Collected data

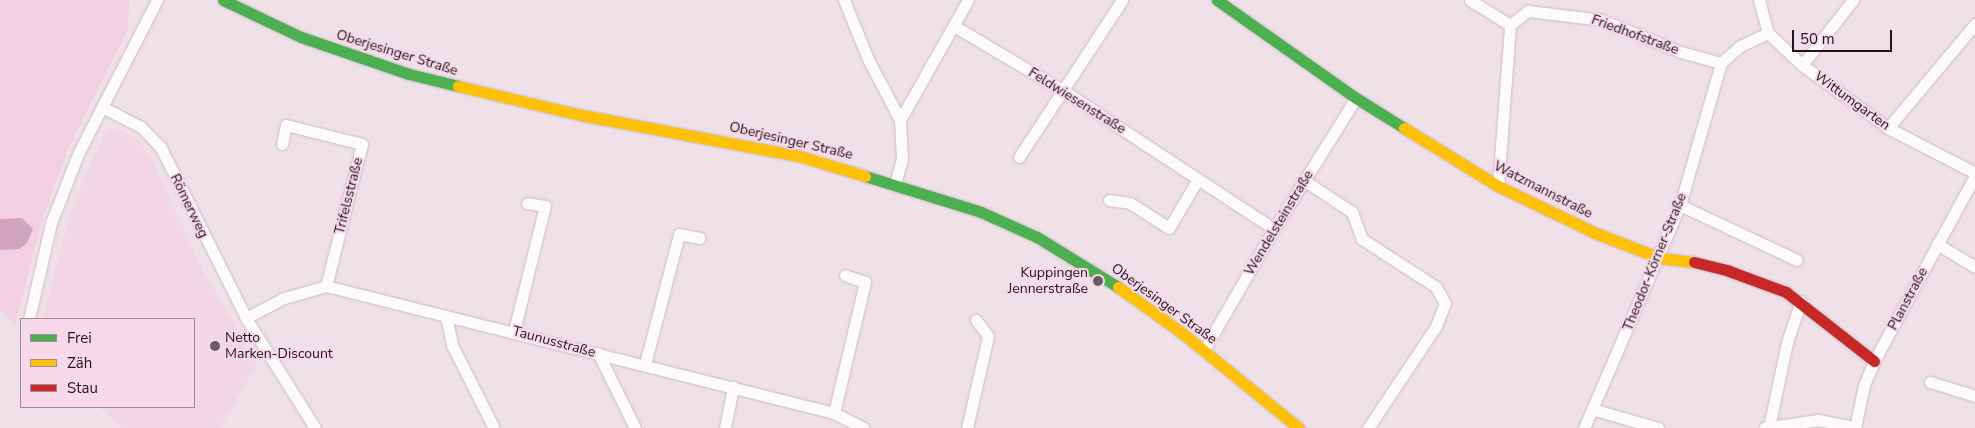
<!DOCTYPE html>
<html>
<head>
<meta charset="utf-8">
<style>
  body { margin:0 }
  #map { position:relative; width:1975px; height:428px; overflow:hidden; background:#f0e0e8; font-family:"Nunito Sans",sans-serif }
  div>[style] { position:absolute }
  [style*='--x'] { left:calc(var(--x)*1px); top:calc(var(--y)*1px); width:calc(var(--w)*1px); rotate:calc(var(--a)*1deg) }
  .built>* { inset:0; background:#f1d6e4 }
  .green>* { inset:0; background:#f2d0e2 }
  .water>* { inset:0; background:#d0a4bd }
  .roads { filter:drop-shadow(0 0 1px #cabdc3) drop-shadow(0 0 1px #cabdc3) }
  .street>* { height:11px; margin:-5.5px; padding:0 5.5px; transform-origin:5.5px; border-radius:5.5px; background:#fdfafc }
  .fast>* { height:11px; margin:-5.5px; padding:0 5.5px; transform-origin:5.5px; border-radius:5.5px; background:#4caf50 }
  .slow>* { height:11px; margin:-5.5px; padding:0 5.5px; transform-origin:5.5px; border-radius:5.5px; background:#ffc107 }
  .jam>* { height:11px; margin:-5.5px; padding:0 5.5px; transform-origin:5.5px; border-radius:5.5px; background:#c62828 }
  .dots>* { width:14px; height:14px; translate:-50% -50%; box-sizing:border-box; border:2px solid #f7d9e9; border-radius:50% }
  span { translate:-50% -50%; white-space:nowrap; text-align:center; line-height:1.15; -webkit-text-stroke:4px #f7d9e9; paint-order:stroke }
  .street-label { font-size:14px; color:#1f151b }
  .poi-label { font-size:14px; color:#1f151b }
  .right { translate:-100% -50%; text-align:right }
  .left { translate:0 -50%; text-align:left }
  .legend { position:absolute; left:20px; top:318px; width:175px; height:90px; box-sizing:border-box; background:#f7d9e9; border:1px solid #a18b97; margin:0; padding:6px 9px; list-style:none; font-size:15px; color:#1f151b }
  .legend li { display:flex; align-items:center; gap:10px; height:25px }
  .legend b { width:25px; border:1px solid #a18b97 }
  .scale { position:absolute; left:1792px; top:30px; width:100px; height:22px; box-sizing:border-box; border:2px solid #1f151b; border-top:0; padding-left:6px; font-size:15px; line-height:18px; white-space:nowrap; color:#1f151b; -webkit-text-stroke:4px #f7d9e9; paint-order:stroke }
</style>
</head>
<body>
<div id="map">
  <div class="built">
    <i style="clip-path:polygon(113px 128px,135px 137px,150px 156px,203px 270px,257px 364px,220px 428px,121px 428px,99px 407px,194px 407px,194px 319px,42px 319px,72px 206px,105px 132px)"></i>
  </div>
  <div class="green">
    <i style="clip-path:polygon(0 0,129px 0,128px 30px,69px 147px,43px 218px,15px 325px,0 310px)"></i>
  </div>
  <div class="water">
    <i style="clip-path:polygon(22px 218px,33px 229px,27px 243px,19px 249px,0 250px,0 219px)"></i>
  </div>
  <div class="roads">
    <div class="street">
      <i style="--x:157;--y:0;--w:120;--a:117.2"></i>
      <i style="--x:102;--y:107;--w:44;--a:27.1"></i>
      <i style="--x:141;--y:127;--w:29;--a:46"></i>
      <i style="--x:161;--y:148;--w:190;--a:63.4"></i>
      <i style="--x:246;--y:318;--w:130;--a:57.9"></i>
      <i style="--x:844;--y:0;--w:64;--a:67.9"></i>
      <i style="--x:868;--y:59;--w:69;--a:62.3"></i>
      <i style="--x:900;--y:120;--w:39;--a:87"></i>
      <i style="--x:902;--y:159;--w:25;--a:106"></i>
      <i style="--x:1470;--y:0;--w:47;--a:32"></i>
      <i style="--x:1759;--y:0;--w:34;--a:75"></i>
      <i style="--x:1768;--y:33;--w:47;--a:43.3"></i>
      <i style="--x:1802;--y:65;--w:107;--a:36.2"></i>
      <i style="--x:1888;--y:128;--w:98;--a:27.3"></i>
      <i style="--x:954;--y:26;--w:128;--a:30.6"></i>
      <i style="--x:1064;--y:91;--w:251;--a:33.3"></i>
      <i style="--x:1802;--y:65;--w:83;--a:-51.9"></i>
      <i style="--x:900;--y:120;--w:138;--a:-60.5"></i>
      <i style="--x:1888;--y:128;--w:136;--a:-50.1"></i>
      <i style="--x:282;--y:144;--w:19;--a:-78"></i>
      <i style="--x:286;--y:125;--w:78;--a:14"></i>
      <i style="--x:362;--y:144;--w:146;--a:104.2"></i>
      <i style="--x:1019;--y:157;--w:188;--a:-56.7"></i>
      <i style="--x:1305;--y:181;--w:56;--a:33.4"></i>
      <i style="--x:1352;--y:212;--w:29;--a:70"></i>
      <i style="--x:1362;--y:239;--w:88;--a:33"></i>
      <i style="--x:1436;--y:287;--w:18;--a:61"></i>
      <i style="--x:1445;--y:303;--w:25;--a:111"></i>
      <i style="--x:1436;--y:326;--w:123;--a:123.7"></i>
      <i style="--x:1498;--y:186;--w:161;--a:-85.7"></i>
      <i style="--x:1510;--y:25;--w:23;--a:-38"></i>
      <i style="--x:1528;--y:11;--w:75;--a:6.9"></i>
      <i style="--x:1602;--y:20;--w:85;--a:22.1"></i>
      <i style="--x:1681;--y:52;--w:41;--a:15.4"></i>
      <i style="--x:1721;--y:63;--w:25;--a:-42"></i>
      <i style="--x:1740;--y:46;--w:31;--a:-25"></i>
      <i style="--x:1109;--y:200;--w:21;--a:8"></i>
      <i style="--x:1130;--y:203;--w:46;--a:32.7"></i>
      <i style="--x:1169;--y:228;--w:57;--a:-59.4"></i>
      <i style="--x:1680;--y:205;--w:129;--a:25.2"></i>
      <i style="--x:1937;--y:244;--w:44;--a:31.2"></i>
      <i style="--x:446;--y:316;--w:30;--a:78"></i>
      <i style="--x:452;--y:345;--w:93;--a:63.2"></i>
      <i style="--x:246;--y:318;--w:43;--a:-27.8"></i>
      <i style="--x:284;--y:298;--w:44;--a:-15.9"></i>
      <i style="--x:326;--y:286;--w:524;--a:14.04"></i>
      <i style="--x:834;--y:413;--w:33;--a:27"></i>
      <i style="--x:29;--y:319;--w:98;--a:-77.1"></i>
      <i style="--x:51;--y:223;--w:74;--a:-68.6"></i>
      <i style="--x:78;--y:154;--w:53;--a:-62.9"></i>
      <i style="--x:514;--y:331;--w:129;--a:-76.1"></i>
      <i style="--x:545;--y:206;--w:18;--a:-171"></i>
      <i style="--x:1204;--y:350;--w:140;--a:-60"></i>
      <i style="--x:1274;--y:229;--w:155;--a:-58"></i>
      <i style="--x:598;--y:353;--w:84;--a:63.7"></i>
      <i style="--x:645;--y:364;--w:134;--a:-75.3"></i>
      <i style="--x:679;--y:234;--w:21;--a:11"></i>
      <i style="--x:1930;--y:382;--w:47;--a:17.3"></i>
      <i style="--x:1592;--y:409;--w:69;--a:16.1"></i>
      <i style="--x:834;--y:413;--w:135;--a:-76.7"></i>
      <i style="--x:865;--y:282;--w:21;--a:-161"></i>
      <i style="--x:1769;--y:427;--w:87;--a:-78"></i>
      <i style="--x:1787;--y:342;--w:43;--a:-71.1"></i>
      <i style="--x:725;--y:428;--w:42;--a:-79"></i>
      <i style="--x:967;--y:428;--w:94;--a:-77.1"></i>
      <i style="--x:988;--y:336;--w:20;--a:-127"></i>
      <i style="--x:1584;--y:428;--w:243;--a:-66.7"></i>
      <i style="--x:1680;--y:205;--w:148;--a:-73.9"></i>
      <i style="--x:1764;--y:428;--w:55;--a:-8.4"></i>
      <i style="--x:1818;--y:420;--w:38;--a:11"></i>
      <i style="--x:1855;--y:428;--w:44;--a:-78.2"></i>
      <i style="--x:1864;--y:385;--w:26;--a:-67"></i>
      <i style="--x:1874;--y:361;--w:211;--a:-61.4"></i>
    </div>
    <div class="fast">
      <i style="--x:223;--y:0;--w:86;--a:25.4"></i>
      <i style="--x:301;--y:37;--w:114;--a:18.9"></i>
      <i style="--x:409;--y:74;--w:50;--a:13.8"></i>
      <i style="--x:1217;--y:0;--w:170;--a:35.2"></i>
      <i style="--x:1356;--y:98;--w:57;--a:32"></i>
      <i style="--x:865;--y:176;--w:121;--a:17.2"></i>
      <i style="--x:981;--y:212;--w:61;--a:24.1"></i>
      <i style="--x:1037;--y:237;--w:95;--a:31.7"></i>
    </div>
    <div class="slow">
      <i style="--x:458;--y:86;--w:126;--a:13.3"></i>
      <i style="--x:581;--y:115;--w:222;--a:10.7"></i>
      <i style="--x:799;--y:156;--w:69;--a:16.9"></i>
      <i style="--x:1404;--y:128;--w:110;--a:31.7"></i>
      <i style="--x:1498;--y:186;--w:106;--a:25.8"></i>
      <i style="--x:1593;--y:232;--w:72;--a:21.2"></i>
      <i style="--x:1660;--y:258;--w:34;--a:7"></i>
      <i style="--x:1118;--y:287;--w:79;--a:35.7"></i>
      <i style="--x:1182;--y:333;--w:151;--a:39.1"></i>
    </div>
    <div class="jam">
      <i style="--x:1694;--y:262;--w:36;--a:14"></i>
      <i style="--x:1729;--y:271;--w:61;--a:20.2"></i>
      <i style="--x:1786;--y:292;--w:112;--a:38.1"></i>
    </div>
  </div>
  <div class="dots">
    <i style="left:1098px;top:281px;background:#685c63"></i>
    <i style="left:215px;top:346px;background:#685c63"></i>
  </div>
  <div class="street-label">
    <span style="left:1635px;top:35px;rotate:20deg">Friedhofstraße</span>
    <span style="left:397px;top:53px;rotate:17deg">Oberjesinger Straße</span>
    <span style="left:1077px;top:101px;rotate:32deg">Feldwiesenstraße</span>
    <span style="left:1852px;top:101px;rotate:36deg">Wittumgarten</span>
    <span style="left:791px;top:141px;rotate:13deg">Oberjesinger Straße</span>
    <span style="left:1543px;top:190px;rotate:27deg">Watzmannstraße</span>
    <span style="left:349px;top:196px;rotate:-76deg">Trifelsstraße</span>
    <span style="left:189px;top:206px;rotate:64deg">Römerweg</span>
    <span style="left:1279px;top:223px;rotate:-59deg">Wendelsteinstraße</span>
    <span style="left:1655px;top:262px;rotate:-68deg">Theodor-Körner-Straße</span>
    <span style="left:1908px;top:299px;rotate:-62deg">Planstraße</span>
    <span style="left:1164px;top:304px;rotate:36deg">Oberjesinger Straße</span>
    <span style="left:554px;top:342px;rotate:15deg">Taunusstraße</span>
  </div>
  <div class="poi-label">
    <span class="right" style="left:1088px;top:281px">Kuppingen<br>Jennerstraße</span>
    <span class="left" style="left:225px;top:346px">Netto<br>Marken-Discount</span>
  </div>
  <ul class="legend">
  <li><b style="height:6px;background:#4caf50"></b>Frei</li>
  <li><b style="height:6px;background:#ffc107"></b>Zäh</li>
  <li><b style="height:6px;background:#c62828"></b>Stau</li>
  </ul>
  <div class="scale">50 m</div>
</div>
</body>
</html>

- EXERCISE AIM -
Your answer should be the lines of the records that include the word "scale".

- TASK RESULT -
  .scale { position:absolute; left:1792px; top:30px; width:100px; height:22px; box-sizing:border-box; border:2px solid #1f151b; border-top:0; padding-left:6px; font-size:15px; line-height:18px; white-space:nowrap; color:#1f151b; -webkit-text-stroke:4px #f7d9e9; paint-order:stroke }
  <div class="scale">50 m</div>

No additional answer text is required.